Lime Juice: this adds a delicious brightness to the glaze.
Arrowroot Starch: this thickens the glaze a bit so that it can easily stick to each salmon fillet.
Ingredient Substitutions
- Coconut Aminos – if you don’t have coconut aminos, I highly recommend grabbing a jar for this recipe. They have subtly sweet, slightly salty, and delicious flavor that works really well in this sauce. If you are really in a pinch, you can sub the coconut aminos for 2 tablespoons of soy sauce and 1 tablespoon of water. I don’t recommend subbing the coconut aminos entirely with soy sauce as the sauce may be too salty.
- Maple Syrup – you can easily swap the maple syrup for honey if you prefer.
- Arrowroot Starch – if you don’t have arrowroot starch you can swap it for tapioca flour instead.
Helpful Kitchen Tools
Delicious Ginger Coconut Rice Ingredients
- Jasmine Rice: we’re serving the salmon over a bed of ginger coconut rice. You’ll need 2 cups of long-grain white rice.
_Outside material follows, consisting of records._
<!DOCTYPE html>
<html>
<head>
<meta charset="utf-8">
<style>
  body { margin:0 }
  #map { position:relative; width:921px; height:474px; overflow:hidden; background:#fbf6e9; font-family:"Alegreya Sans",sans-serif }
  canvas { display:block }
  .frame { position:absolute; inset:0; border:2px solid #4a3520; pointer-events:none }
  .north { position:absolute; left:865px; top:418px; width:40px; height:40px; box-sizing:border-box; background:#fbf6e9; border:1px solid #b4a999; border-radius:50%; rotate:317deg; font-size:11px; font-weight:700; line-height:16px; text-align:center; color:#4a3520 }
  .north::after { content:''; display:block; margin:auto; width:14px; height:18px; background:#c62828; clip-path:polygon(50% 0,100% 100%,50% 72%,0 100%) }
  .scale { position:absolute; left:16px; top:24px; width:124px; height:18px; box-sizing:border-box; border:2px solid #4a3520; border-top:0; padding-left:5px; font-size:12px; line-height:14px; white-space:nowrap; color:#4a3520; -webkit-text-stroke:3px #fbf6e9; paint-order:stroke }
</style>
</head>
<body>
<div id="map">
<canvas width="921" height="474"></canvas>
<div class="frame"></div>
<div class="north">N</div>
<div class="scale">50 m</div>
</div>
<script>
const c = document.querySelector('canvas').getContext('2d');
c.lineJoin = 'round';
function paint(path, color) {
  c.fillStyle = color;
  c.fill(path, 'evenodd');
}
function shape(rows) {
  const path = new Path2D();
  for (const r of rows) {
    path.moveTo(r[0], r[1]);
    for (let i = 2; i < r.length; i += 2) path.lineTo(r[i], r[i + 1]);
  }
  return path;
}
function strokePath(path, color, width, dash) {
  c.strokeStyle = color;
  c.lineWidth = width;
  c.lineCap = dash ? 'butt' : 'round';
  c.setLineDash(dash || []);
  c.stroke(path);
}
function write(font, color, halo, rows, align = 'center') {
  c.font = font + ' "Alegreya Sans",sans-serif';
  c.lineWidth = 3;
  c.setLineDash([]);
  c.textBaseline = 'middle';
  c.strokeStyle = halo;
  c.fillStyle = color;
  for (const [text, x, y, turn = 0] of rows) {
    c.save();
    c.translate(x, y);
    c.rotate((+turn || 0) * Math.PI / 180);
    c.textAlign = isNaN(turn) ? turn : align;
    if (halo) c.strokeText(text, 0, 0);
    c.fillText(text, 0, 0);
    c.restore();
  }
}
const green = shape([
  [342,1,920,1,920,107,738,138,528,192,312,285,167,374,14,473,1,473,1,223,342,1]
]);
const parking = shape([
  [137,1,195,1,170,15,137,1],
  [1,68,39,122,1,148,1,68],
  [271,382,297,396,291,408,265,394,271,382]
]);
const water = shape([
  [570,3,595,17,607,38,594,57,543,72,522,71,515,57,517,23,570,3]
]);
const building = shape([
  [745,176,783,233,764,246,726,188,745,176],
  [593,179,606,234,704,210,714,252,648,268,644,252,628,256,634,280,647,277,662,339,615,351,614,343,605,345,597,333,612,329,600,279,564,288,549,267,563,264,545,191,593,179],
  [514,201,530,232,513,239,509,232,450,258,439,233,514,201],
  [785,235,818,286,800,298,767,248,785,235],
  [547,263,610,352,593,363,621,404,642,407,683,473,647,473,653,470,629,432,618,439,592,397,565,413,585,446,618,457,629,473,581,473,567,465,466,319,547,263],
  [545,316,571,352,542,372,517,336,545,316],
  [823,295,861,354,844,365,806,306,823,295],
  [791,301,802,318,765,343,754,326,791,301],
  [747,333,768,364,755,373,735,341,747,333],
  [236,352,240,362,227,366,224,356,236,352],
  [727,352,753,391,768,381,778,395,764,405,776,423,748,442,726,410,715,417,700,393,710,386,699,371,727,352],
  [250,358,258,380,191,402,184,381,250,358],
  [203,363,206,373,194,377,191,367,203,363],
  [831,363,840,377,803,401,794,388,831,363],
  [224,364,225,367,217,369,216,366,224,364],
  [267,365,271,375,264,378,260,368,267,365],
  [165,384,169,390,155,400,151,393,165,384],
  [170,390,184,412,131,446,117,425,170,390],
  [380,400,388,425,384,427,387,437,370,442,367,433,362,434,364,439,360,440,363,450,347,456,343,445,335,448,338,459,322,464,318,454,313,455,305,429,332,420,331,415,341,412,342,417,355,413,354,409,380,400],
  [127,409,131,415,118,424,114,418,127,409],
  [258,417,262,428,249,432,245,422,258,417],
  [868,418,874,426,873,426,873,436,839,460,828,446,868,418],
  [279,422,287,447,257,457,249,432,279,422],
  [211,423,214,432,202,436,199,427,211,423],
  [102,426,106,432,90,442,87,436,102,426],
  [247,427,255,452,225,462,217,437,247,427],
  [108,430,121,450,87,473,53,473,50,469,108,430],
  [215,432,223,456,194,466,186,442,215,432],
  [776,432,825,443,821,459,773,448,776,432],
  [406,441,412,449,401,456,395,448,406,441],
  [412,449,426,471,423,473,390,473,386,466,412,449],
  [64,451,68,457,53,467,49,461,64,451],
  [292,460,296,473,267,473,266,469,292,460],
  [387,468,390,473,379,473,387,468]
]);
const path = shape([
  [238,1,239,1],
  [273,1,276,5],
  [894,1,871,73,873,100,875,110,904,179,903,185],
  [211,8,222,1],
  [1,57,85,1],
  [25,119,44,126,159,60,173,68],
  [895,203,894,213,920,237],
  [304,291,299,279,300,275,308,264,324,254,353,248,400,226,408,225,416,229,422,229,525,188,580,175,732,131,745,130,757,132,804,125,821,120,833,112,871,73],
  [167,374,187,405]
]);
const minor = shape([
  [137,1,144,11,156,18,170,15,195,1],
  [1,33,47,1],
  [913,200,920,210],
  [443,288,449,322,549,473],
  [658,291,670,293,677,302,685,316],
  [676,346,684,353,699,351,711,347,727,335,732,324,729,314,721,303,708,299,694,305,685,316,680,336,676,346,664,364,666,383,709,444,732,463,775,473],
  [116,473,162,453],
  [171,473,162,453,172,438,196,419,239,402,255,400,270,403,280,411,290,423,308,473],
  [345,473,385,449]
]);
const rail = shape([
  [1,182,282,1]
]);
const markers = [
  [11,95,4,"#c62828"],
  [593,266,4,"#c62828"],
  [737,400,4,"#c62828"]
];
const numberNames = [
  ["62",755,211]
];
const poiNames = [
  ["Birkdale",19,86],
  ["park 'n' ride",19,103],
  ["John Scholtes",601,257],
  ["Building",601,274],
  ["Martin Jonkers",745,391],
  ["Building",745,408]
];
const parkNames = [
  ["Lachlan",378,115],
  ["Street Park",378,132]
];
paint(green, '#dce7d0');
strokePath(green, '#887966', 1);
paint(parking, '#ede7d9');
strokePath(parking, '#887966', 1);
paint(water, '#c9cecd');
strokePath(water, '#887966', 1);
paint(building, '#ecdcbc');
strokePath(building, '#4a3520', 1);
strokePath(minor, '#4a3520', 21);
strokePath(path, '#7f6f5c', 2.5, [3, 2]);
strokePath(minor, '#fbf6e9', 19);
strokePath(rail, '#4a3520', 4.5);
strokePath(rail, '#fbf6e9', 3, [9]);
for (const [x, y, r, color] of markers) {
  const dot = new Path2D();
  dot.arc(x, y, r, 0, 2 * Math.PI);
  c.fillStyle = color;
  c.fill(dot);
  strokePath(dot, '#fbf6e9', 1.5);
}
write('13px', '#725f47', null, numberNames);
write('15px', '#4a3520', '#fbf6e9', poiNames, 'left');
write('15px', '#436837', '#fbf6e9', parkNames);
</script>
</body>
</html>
My preference is Jasmine rice.
- Garlic & Ginger: to give the rice even more flavor the rice is cooked with fresh garlic and ginger.
- Scallion: another way to add so much delicious flavor to the rice.
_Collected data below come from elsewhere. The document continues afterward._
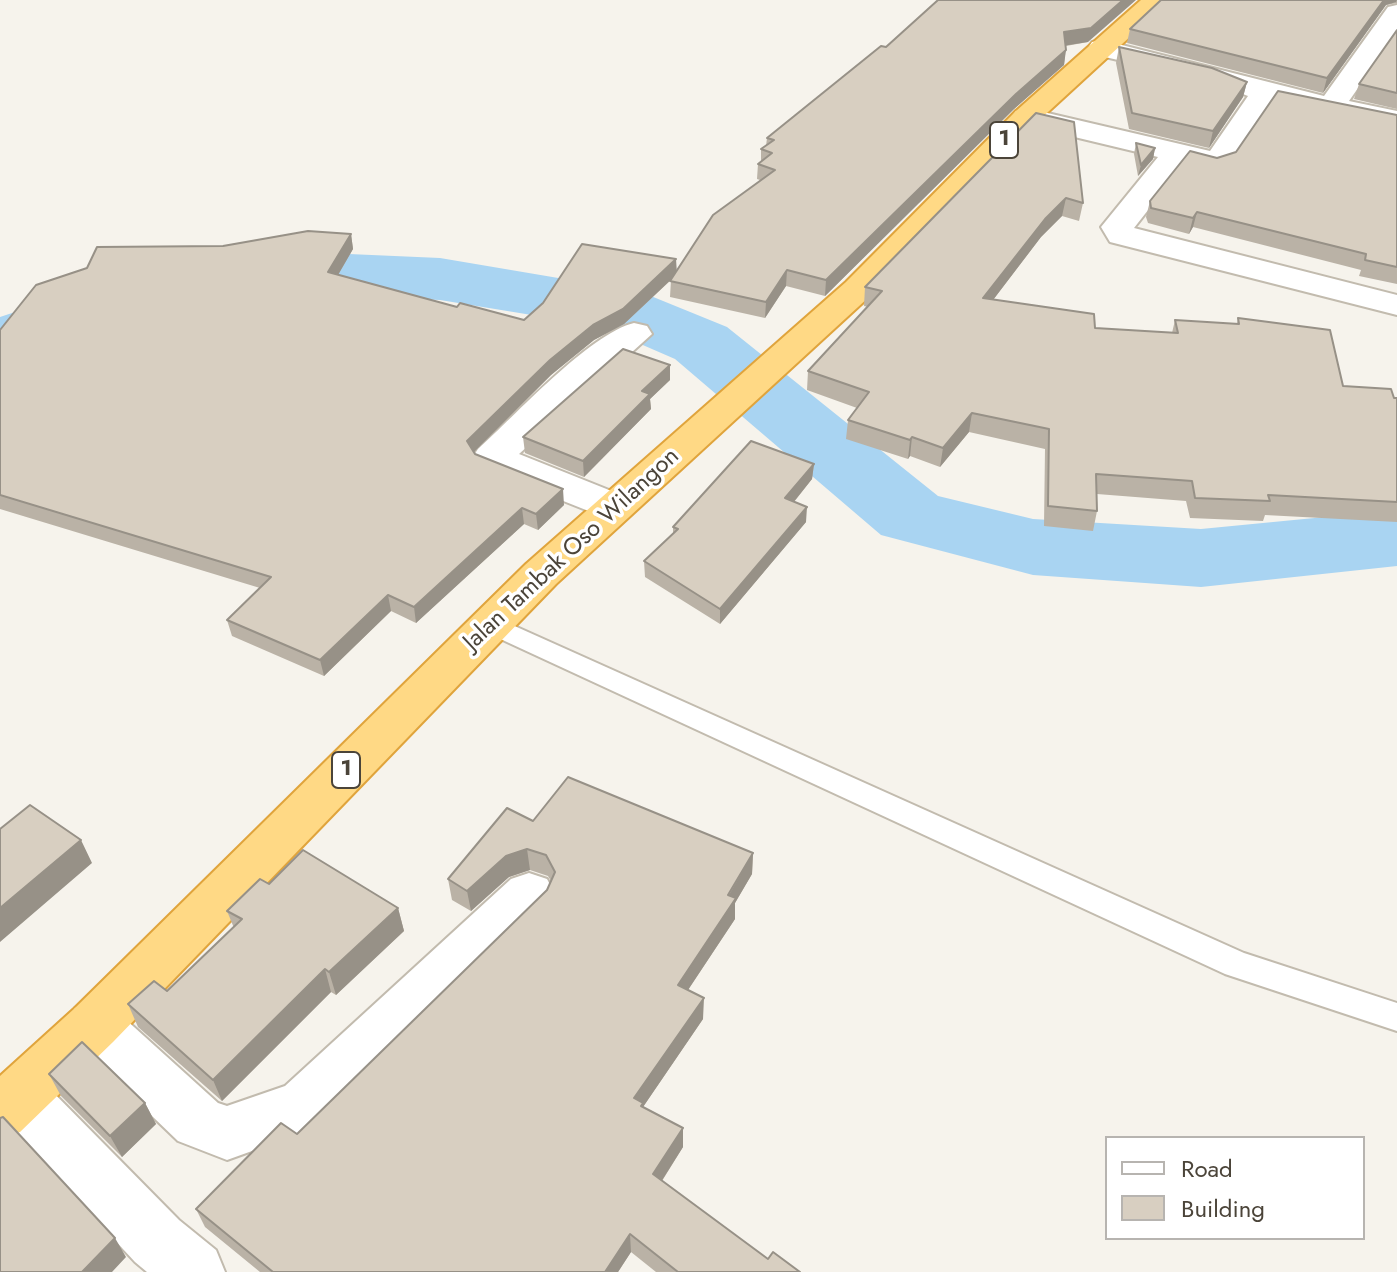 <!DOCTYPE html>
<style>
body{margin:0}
#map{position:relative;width:1397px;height:1272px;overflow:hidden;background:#f6f3ec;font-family:Jost,sans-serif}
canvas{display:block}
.legend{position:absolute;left:1105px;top:1136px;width:260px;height:104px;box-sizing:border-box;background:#fff;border:2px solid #b7b4b0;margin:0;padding:10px 14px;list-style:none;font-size:24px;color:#4b4439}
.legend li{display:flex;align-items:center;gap:16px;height:40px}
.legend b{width:40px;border:2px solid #b7b4b0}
</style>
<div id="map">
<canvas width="1397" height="1272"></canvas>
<ul class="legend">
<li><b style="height:10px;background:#fff"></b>Road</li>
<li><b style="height:22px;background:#d8cfc1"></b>Building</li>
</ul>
</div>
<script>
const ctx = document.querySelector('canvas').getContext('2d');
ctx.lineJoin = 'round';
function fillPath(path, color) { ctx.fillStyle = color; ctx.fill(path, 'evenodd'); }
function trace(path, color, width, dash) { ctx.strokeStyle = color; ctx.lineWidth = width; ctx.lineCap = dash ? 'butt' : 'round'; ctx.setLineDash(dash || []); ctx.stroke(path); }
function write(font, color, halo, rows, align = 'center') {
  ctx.font = font + ' Jost,sans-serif'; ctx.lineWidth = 7; ctx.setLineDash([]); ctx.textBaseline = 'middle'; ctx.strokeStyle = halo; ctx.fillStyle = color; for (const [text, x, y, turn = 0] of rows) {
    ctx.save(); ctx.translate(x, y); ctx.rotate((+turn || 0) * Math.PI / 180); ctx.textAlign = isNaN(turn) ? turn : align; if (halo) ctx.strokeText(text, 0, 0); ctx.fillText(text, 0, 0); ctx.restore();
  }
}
fillPath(new Path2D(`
 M326,253L440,258L641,292L727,327L938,496L1033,519L1201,529L1397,510V566L1201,587L1033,575L881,535L675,359L599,326L440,300L326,295L189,313L85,335L0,363V317C105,281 216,267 326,253Z`), '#a9d4f2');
const service = new Path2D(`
 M490,615L1244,953L1397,1003V1031L1225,974L481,630L477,624L481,618Z`);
const minor = new Path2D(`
 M1397,5V32L1349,101L1397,111V129L1273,102L1230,166L1214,170L1185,163L1134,228L1397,295V315L1110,242L1101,227L1158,157L1016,123L1011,117L1016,111L1026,108L1210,151L1248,96L1209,81L1092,54L1088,48L1092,42L1102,40L1324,96L1388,7Z
 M634,323L647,326L652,334L519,454L629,498L635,507L629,516L615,520L601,516L478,467L472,458L478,449C515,416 589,334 634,323Z
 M529,873L547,879L555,894L547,909L324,1125L227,1160L178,1141L75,1042L67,1025L75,1008L94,1001L113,1008L218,1103L227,1106L285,1086L511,879Z
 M19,1070L39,1078L179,1220L216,1250L225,1272H147L135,1262L0,1116V1077Z`);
const trunk = new Path2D(`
 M1141,0H1170L1036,123L870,296L556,584L113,1042L20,1132L0,1139V1076L75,1008L526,564L846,282L1016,111Z`);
trace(service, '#c2bbae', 4);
trace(minor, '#c2bbae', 4);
trace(trunk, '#e0a43c', 4);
fillPath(service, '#fff');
fillPath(minor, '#fff');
fillPath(trunk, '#ffd985');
fillPath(new Path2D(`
 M1161,0H1397V3L1386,5L1323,93L1127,43L1130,29Z
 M1397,30V109L1354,99L1359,84Z
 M1088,42L1066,46L1064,65L1014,109L825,296L786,286L765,318L670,297L671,280L624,324L594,340L551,375L474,452L475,454L564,505L538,530L524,524L416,623L391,611L324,676L232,636L227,620L260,588L0,509V330L223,246L351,234L353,249L338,275L457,307L524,320L677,271L760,180L757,179L758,164L761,162V149L766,146L767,138L886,47Z
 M1119,47L1247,82L1243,97L1209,148L1129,129L1116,63Z
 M1036,113L1083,203L1079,221L1062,216L1041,237L993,300L1095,328L1172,333L1175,320L1237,324L1238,318L1343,386L1397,398V522L1265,515L1263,521L1190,518L1186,501L1097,494V511L1093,531L1044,526L1045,449L969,432L940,467L910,456L908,459L846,439L848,420L857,408L807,390L808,371L868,307L864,306L865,287Z
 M1397,115V284L1359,276L1361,270L1193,227L1189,234L1148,223L1146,217L1150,201L1217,158Z
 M1136,143L1155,148L1153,159L1138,176L1134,154Z
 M670,365V380L650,399L651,409L584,477L525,453L523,437Z
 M814,464L812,479L794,502L806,522L720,624L645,577L644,561L673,533V527Z
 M533,821L753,853L752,874L735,903V919L688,990L703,1019L643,1107L683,1128V1147L662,1181L768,1259L800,1272H656L631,1252L618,1272H260L205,1227L196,1209L297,1134L547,890L551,881L548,876L530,870L509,877L471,911L452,900L448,879Z
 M269,884L398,908L404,931L336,995L331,992L222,1101L138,1027L128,1004L167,991L234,928L227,911Z
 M49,1074L145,1103L156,1124L122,1157L61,1096Z`), '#bab2a6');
fillPath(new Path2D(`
 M1123,0H1136L1088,42L1062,46L1064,32Z
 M1384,0H1397L1396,2L1386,5L1323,93L1327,78Z
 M1066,50L1064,65L1014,109L825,296L826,280L1016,94Z
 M1247,82L1243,97L1209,148L1213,131Z
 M1155,148L1153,159L1138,176L1141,165Z
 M1066,198L1062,216L1041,237L980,317L983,298L1045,219Z
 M1197,212L1193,227L1189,234L1193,218Z
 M351,234L353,249L331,287L328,272Z
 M676,259L677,274L624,324L594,340L551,375L470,456L467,441L550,360Z
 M787,270L786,286L765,318L766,302Z
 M670,365V380L650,399L651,409L584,477L583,461L642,391Z
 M972,413L969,432L940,467L943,448Z
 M912,437L910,456L908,459L910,440Z
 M814,464L812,479L784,514L785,498Z
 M563,489L564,505L538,530L536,514Z
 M807,507L806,522L720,624V609Z
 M522,508L524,524L416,623L414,607Z
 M388,595L391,611L324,676L320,660Z
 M81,840L92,863L0,942V908Z
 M527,849L530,870L509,877L471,911L467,891L506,856Z
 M753,853L752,874L735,903V919L678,1005V985Z
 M398,908L404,931L336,995L329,972Z
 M325,969L331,992L222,1101L213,1080Z
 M704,998L703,1019L643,1107L644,1122L634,1098Z
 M145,1103L156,1124L122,1157L110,1136Z
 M683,1128V1147L654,1193L653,1174Z
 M630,1234L631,1252L618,1272H605Z
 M115,1238L126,1257L112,1272H82Z`), '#979187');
const building = new Path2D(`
 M938,0H1123L1091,28L1064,32L1066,50L1016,94L826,280L787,270L766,302L670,281L713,215L775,170L758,164L772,153L761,149L774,140L767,138L881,46L886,47Z
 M1161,0H1384L1327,78L1130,29Z
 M1397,30V93L1359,84Z
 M1119,47L1212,68L1247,82L1213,131L1132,113Z
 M1278,91L1397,115V267L1365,260L1366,254L1197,212L1193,218L1151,208L1150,201L1190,151L1217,158L1236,152Z
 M1036,113L1074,122L1083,203L1066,198L1045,219L983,298L1094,314L1095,328L1178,333L1175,320L1239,324L1238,318L1330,330L1343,386L1391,389L1394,398H1397V502L1268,495L1270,501L1195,498L1192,481L1096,474L1097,511L1048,506L1049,429L972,413L943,448L912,437L910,440L848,420L869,392L808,371L882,291L865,287Z
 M1136,143L1155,148L1141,165Z
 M308,231L351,234L328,272L457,307L460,303L524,320L543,303L582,244L676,259L623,309L593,325L550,360L467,441L475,454L563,489L536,514L522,508L414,607L388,595L320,660L227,620L271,577L0,495V330L36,285L87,268L97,247L223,246Z
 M623,349L670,365L642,391L650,394L583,461L523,437Z
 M751,441L814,464L785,498L807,507L720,609L644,561L678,529L673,527Z
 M568,777L753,853L728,895L736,898L678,985L704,998L634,1098L643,1103L641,1106L683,1128L653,1174L768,1259L773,1252L800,1272H678L630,1234L605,1272H273L196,1209L281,1123L297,1134L547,890L555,872L546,855L527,849L506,856L467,891L448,879L507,808L533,821Z
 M30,805L81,840L0,908V829Z
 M303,850L398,908L329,972L325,969L213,1080L128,1004L154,981L167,991L242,919L227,911L260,879L269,884Z
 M82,1042L145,1103L110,1136L49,1074Z
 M3,1117L115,1238L82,1272H0V1118Z`);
fillPath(building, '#d8cfc1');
trace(building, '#979187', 2);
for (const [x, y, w] of [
 [1004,140,28],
 [346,770,28]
]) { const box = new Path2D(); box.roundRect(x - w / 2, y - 18, w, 36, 6); ctx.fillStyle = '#fff'; ctx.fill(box); trace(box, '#4b4439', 2); }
write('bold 22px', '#4b4439', null, [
 ["1",1004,140],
 ["1",346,770]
]);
write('24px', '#4b4439', '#fff', [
 ["Jalan Tambak Oso Wilangon",572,550,-43]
]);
</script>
- Full Fat Coconut Milk: cooking the rice in coconut milk gives it a delicious flavor and texture. You could also use light canned coconut milk instead of full-fat if you prefer.
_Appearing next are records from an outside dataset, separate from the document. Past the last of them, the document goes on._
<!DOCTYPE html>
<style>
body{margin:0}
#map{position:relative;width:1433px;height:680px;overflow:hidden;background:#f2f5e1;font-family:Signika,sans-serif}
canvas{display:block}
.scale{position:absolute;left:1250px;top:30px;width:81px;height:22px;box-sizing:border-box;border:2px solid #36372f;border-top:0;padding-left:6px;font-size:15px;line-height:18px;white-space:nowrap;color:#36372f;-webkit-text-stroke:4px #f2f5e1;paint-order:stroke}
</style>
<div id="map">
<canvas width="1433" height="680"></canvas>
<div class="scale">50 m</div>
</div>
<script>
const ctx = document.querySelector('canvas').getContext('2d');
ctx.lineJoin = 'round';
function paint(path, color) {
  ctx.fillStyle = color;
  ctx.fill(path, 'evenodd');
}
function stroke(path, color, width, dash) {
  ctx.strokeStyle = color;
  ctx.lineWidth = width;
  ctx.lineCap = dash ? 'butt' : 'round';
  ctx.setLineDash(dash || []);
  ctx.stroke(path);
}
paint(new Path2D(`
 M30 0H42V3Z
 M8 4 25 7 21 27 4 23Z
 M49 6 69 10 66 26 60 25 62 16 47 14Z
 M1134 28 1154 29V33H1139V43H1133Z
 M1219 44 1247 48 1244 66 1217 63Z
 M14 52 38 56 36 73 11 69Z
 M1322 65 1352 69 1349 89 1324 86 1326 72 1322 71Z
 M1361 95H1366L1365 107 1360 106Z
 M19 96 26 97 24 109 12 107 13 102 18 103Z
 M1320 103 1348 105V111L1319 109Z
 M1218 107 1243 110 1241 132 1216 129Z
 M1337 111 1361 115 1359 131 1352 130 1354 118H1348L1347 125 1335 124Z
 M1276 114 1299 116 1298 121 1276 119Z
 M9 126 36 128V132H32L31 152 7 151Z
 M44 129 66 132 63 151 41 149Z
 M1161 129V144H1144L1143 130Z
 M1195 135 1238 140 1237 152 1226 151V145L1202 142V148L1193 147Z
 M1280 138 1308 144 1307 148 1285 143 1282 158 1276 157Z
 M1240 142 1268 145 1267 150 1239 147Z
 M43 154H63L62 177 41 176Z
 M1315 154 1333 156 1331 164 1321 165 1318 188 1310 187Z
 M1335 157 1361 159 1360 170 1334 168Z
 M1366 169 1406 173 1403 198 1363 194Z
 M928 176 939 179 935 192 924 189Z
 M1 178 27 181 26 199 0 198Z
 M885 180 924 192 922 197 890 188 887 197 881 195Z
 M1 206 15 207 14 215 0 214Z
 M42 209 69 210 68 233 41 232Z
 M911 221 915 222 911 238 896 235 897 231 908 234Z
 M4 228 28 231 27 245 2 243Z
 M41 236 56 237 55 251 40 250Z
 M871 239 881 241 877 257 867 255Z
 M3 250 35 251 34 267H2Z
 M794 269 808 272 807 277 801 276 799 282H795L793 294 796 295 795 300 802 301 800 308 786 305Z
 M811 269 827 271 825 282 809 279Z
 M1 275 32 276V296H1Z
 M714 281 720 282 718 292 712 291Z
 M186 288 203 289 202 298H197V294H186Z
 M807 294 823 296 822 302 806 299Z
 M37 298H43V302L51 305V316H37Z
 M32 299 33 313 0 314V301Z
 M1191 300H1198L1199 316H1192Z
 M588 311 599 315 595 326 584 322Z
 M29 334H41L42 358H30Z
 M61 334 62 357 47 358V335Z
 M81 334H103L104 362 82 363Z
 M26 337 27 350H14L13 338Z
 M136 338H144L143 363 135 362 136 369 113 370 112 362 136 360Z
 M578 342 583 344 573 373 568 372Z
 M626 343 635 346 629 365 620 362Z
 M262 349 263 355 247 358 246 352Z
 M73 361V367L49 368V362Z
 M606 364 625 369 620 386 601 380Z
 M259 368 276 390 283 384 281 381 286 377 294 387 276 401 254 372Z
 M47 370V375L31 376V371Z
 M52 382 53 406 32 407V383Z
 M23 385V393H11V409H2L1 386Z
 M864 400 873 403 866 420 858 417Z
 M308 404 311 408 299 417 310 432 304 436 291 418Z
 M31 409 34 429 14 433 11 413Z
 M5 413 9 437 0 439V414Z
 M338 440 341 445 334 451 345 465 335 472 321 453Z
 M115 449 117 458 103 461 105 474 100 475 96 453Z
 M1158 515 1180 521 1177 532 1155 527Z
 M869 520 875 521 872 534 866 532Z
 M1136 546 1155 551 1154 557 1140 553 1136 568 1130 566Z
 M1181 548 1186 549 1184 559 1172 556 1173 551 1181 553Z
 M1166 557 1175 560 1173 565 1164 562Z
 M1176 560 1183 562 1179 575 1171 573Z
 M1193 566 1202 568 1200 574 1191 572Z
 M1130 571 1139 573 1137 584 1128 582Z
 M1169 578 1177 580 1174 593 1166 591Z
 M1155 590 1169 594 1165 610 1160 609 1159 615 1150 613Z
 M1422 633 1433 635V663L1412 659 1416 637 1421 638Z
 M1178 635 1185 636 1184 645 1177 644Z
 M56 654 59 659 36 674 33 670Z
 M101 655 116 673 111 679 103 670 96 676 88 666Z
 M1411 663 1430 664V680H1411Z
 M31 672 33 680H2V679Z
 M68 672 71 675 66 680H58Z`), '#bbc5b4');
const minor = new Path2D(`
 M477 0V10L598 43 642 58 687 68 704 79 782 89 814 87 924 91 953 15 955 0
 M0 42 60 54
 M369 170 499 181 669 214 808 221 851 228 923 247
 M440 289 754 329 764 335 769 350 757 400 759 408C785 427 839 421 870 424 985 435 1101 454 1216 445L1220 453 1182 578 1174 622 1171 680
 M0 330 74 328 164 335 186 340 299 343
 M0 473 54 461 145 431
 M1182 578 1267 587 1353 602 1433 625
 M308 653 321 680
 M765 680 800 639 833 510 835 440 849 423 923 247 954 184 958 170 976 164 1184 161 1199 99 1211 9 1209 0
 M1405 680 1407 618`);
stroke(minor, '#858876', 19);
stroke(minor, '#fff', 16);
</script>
How to Make This Glazed Salmon Recipe
Step One – Make the rice: Add the oil, rice, garlic, fresh ginger, salt, water, and coconut milk to a medium non-stick saucepan that has a tight fitting lid. Cook the rice for 15-20 minutes until all of the liquid has absorbed and the rice is tender or according to the package instructions. Once the rice is fully cooked, fluff it with a fork and let cool slightly. Before serving add the sliced scallion and continue to fluff the rice until everything is well combined.
Step Two – Make the Maple Glaze: Add coconut aminos, maple syrup, sesame oil, sriracha, lime juice, and arrowroot starch to a small sauce pot. Whisk together until everything is well combined. Bring the sauce to a boil and then reduce to a simmer. Let the sauce simmer for 2-4 minutes, or until it has thickened and coats the back of a spoon. Once thickened, turn off the heat.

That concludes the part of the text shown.